_Listed entries:_
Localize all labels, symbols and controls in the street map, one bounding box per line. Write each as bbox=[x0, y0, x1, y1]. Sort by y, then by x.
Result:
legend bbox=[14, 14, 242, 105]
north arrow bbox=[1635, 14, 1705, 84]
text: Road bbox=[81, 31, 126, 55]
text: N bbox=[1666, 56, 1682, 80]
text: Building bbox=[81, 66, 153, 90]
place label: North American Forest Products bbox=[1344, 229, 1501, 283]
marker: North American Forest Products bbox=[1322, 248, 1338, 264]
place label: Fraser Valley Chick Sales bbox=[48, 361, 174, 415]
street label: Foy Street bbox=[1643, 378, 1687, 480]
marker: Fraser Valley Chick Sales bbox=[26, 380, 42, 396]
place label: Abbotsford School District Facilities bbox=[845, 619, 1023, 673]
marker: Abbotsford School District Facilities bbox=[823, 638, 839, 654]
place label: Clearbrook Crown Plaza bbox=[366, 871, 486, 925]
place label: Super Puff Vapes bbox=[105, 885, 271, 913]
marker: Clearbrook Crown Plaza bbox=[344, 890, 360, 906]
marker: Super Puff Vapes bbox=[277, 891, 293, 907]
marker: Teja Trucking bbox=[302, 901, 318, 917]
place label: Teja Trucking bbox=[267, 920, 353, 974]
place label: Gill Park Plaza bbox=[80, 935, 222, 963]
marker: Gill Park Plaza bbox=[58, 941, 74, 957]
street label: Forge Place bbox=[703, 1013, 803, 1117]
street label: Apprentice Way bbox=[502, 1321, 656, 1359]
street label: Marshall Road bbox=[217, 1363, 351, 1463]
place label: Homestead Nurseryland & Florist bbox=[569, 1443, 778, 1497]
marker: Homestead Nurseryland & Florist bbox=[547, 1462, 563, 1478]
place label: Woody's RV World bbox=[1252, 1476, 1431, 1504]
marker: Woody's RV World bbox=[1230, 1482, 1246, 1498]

_Problem:_ Search the entries above for the string "Trucking". Copy each line in which it appears.

_Solved exercise:_
marker: Teja Trucking bbox=[302, 901, 318, 917]
place label: Teja Trucking bbox=[267, 920, 353, 974]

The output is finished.